Ганна безмолвно подала ей свою грубую белую корсетку.

Сестра Гликерия, схватив залог, пощупала его, погладила, подкинула, понюхала. Не ведаю, какие соображения помешали ей лизнуть его, но в твердой пребываю уверенности, что поползновение лизнуть было очень сильное…

Ганна же, получив деньги, прислонилась к выступу стены, закрыла глаза и как бы забылась.

Как раз над ее головою висела страшная картина истязаемых варварами мучеников, но весь ужас изображения изрубленных членов, раскиданных внутренностей утрачивал вою силу пред этим простым, безропотным мужицким лицом с закрытыми глазами.

— Плохонькая штучка, плохонькая, — говорила сестра Гликерия: — ну, да уж бог с тобой… бог с тобой… А ты, Одарочка? Что ж ты? Давай же!

И сестра Гликерия, игриво перебирая перстами, как бы приманивая домашних пернатых к воображаемому корму, с улыбкой ожидания глядела на Одарку.

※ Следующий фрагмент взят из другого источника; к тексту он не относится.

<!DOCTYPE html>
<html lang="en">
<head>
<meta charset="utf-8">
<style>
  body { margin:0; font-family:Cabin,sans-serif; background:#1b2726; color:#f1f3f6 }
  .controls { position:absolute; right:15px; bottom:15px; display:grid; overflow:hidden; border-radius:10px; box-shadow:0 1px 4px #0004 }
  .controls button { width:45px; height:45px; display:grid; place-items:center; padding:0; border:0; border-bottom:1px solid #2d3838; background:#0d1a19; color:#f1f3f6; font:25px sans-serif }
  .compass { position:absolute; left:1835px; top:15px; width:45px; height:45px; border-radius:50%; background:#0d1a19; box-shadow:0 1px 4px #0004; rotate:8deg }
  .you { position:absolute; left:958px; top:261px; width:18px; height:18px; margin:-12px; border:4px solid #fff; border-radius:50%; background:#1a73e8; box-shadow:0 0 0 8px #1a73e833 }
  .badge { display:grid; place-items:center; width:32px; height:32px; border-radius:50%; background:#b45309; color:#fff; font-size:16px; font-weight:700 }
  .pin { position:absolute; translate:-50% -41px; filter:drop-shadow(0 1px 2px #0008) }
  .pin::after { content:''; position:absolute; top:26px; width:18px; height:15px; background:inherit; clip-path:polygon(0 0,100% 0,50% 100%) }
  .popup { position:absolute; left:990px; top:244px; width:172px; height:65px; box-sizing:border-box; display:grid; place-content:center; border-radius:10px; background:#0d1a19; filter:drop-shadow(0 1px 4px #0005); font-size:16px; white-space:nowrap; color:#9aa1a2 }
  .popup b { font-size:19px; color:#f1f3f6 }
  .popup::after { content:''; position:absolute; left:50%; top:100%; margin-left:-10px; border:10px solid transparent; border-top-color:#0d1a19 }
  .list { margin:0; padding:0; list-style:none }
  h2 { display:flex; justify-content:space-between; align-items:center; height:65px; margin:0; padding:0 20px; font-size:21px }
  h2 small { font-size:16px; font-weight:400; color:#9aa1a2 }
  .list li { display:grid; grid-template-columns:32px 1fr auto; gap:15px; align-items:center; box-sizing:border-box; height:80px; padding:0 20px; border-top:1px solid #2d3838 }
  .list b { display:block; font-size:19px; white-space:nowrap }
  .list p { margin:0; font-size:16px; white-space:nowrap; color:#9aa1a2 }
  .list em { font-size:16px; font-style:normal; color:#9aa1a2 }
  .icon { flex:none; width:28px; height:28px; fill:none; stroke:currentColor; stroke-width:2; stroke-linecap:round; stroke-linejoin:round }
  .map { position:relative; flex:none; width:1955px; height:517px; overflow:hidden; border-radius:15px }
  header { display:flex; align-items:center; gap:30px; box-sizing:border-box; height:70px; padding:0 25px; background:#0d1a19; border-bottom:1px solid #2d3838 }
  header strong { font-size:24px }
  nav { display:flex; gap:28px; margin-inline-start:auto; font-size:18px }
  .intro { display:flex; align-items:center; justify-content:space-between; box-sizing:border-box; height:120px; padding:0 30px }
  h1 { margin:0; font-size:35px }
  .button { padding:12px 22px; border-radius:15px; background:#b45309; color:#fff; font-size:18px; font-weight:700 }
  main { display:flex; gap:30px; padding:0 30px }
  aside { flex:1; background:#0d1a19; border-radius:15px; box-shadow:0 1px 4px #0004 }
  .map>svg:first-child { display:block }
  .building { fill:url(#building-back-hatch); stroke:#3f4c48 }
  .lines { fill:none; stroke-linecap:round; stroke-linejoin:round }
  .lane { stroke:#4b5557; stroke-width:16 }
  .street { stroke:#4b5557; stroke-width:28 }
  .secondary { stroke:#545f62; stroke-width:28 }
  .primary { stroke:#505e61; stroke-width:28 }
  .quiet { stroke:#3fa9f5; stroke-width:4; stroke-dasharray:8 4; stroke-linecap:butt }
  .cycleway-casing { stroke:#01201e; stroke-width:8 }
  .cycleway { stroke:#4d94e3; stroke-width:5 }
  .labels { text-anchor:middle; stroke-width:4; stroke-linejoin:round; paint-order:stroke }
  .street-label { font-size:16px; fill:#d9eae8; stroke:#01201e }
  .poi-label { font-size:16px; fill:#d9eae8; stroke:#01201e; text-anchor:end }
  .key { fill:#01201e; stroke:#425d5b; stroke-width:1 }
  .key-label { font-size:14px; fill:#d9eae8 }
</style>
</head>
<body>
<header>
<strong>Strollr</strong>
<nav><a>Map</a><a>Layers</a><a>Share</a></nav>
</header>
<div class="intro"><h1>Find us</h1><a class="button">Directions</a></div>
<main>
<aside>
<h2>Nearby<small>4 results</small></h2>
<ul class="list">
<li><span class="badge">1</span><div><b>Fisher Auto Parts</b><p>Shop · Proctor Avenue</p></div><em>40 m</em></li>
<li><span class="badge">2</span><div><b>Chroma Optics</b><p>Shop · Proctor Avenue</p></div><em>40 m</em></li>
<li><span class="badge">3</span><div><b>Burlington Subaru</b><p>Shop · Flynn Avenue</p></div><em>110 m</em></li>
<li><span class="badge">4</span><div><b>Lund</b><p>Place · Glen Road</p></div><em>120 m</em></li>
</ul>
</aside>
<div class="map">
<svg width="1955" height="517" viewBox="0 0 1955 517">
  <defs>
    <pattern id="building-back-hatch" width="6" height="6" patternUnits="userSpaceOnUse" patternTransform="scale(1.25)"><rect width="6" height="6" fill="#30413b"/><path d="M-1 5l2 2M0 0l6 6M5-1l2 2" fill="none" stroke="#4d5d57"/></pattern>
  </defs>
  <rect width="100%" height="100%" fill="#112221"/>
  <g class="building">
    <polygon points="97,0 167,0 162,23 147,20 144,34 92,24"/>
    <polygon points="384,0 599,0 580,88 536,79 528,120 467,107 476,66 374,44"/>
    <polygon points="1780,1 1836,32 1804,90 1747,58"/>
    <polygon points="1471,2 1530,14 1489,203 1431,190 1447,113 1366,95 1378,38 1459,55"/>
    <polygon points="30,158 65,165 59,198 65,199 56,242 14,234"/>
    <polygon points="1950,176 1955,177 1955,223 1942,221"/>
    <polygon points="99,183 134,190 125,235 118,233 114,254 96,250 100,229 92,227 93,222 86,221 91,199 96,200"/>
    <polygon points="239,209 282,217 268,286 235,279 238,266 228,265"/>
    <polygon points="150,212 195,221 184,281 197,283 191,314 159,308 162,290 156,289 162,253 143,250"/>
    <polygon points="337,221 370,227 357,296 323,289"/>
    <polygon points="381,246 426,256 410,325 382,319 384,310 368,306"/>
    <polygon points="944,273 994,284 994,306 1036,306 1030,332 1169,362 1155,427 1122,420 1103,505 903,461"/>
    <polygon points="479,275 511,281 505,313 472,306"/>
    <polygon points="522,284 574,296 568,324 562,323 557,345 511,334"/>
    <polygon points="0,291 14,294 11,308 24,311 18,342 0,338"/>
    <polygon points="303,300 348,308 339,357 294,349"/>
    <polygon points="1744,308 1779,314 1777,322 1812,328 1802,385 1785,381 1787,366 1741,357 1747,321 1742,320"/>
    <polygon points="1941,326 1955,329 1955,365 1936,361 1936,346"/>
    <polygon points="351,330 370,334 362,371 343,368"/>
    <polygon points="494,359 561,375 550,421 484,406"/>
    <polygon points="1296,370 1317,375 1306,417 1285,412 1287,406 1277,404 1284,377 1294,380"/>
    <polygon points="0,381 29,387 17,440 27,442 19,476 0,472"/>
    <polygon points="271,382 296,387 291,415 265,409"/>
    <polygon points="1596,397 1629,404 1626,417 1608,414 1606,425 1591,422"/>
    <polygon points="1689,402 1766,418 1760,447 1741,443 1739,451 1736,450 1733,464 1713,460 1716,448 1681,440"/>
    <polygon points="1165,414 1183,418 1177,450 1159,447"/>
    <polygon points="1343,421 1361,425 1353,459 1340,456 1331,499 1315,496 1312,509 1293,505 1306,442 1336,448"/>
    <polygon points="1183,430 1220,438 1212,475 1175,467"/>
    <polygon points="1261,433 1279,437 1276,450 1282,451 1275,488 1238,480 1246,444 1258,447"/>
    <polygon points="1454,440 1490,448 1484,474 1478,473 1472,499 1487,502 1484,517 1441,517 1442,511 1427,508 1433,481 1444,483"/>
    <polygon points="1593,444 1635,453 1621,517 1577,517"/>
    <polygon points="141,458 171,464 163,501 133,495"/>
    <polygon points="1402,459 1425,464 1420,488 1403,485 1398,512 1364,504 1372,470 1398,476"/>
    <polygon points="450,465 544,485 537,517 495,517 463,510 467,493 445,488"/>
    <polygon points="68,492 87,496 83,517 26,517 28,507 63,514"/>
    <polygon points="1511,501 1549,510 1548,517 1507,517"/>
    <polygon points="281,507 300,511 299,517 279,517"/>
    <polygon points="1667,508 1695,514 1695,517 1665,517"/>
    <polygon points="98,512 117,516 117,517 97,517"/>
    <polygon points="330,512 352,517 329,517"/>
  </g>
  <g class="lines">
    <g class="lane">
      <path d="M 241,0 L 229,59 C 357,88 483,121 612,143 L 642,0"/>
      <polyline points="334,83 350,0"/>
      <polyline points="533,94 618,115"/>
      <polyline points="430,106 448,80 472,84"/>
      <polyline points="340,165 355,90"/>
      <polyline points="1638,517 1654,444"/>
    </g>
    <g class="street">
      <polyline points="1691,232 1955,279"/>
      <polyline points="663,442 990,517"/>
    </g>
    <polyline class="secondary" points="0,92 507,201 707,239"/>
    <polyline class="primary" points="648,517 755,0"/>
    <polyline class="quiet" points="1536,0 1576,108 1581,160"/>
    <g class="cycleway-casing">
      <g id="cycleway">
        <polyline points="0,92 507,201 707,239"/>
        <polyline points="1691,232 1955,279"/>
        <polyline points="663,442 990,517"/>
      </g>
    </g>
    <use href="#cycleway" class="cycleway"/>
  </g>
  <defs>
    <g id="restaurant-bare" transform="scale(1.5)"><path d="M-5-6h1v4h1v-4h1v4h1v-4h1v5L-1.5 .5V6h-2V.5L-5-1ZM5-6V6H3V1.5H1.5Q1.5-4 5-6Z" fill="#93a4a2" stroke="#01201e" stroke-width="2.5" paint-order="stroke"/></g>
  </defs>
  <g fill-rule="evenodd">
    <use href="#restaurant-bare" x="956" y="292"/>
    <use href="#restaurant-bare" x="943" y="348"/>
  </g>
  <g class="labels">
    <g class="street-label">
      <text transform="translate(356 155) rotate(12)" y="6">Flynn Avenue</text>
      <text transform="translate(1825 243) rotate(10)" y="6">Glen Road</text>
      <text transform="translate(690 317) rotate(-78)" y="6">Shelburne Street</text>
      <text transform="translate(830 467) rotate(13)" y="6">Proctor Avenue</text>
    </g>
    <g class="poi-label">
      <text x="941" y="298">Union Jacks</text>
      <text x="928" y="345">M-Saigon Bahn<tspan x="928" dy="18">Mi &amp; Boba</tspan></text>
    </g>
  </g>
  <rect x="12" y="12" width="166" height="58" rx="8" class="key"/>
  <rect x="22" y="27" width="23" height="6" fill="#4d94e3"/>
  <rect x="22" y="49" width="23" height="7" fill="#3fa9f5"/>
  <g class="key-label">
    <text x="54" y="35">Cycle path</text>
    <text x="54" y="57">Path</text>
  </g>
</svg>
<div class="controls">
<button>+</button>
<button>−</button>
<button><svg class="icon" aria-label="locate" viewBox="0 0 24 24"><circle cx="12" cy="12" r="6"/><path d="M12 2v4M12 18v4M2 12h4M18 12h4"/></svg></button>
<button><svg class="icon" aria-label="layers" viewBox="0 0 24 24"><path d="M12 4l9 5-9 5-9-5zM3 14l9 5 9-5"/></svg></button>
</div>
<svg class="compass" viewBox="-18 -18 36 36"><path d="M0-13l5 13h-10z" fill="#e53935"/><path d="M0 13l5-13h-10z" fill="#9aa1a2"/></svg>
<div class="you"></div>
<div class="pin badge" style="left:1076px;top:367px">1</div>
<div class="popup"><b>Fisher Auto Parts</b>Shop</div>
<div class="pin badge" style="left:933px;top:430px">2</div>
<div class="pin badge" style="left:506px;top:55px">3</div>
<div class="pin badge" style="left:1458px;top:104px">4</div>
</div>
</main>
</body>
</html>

— Дайте мне… — начала было Одарка.

— Вот три злотых, милая, вот они! — прервала сестра Гликерия с прежнею ясною игривостию, подкидывая на скользкой своей длани три легковесные монетки. — Вот они!

— Дайте мне рубль.

— Рубль? — повторила сестра Гликерия, как бы не доверяя своим ушам. — Рубль? Что это ты, голубка моя, что это ты? Это ты шутишь, а? Рубль! Просила три злотых, а теперь рубль!..

— Мне бы рубль…

— Зачем тебе рубль? Ну, зачем тебе рубль, скажи?

— Надо. Девочка больная, так, может… Мне рубль надо… А то лучше и не закладывать…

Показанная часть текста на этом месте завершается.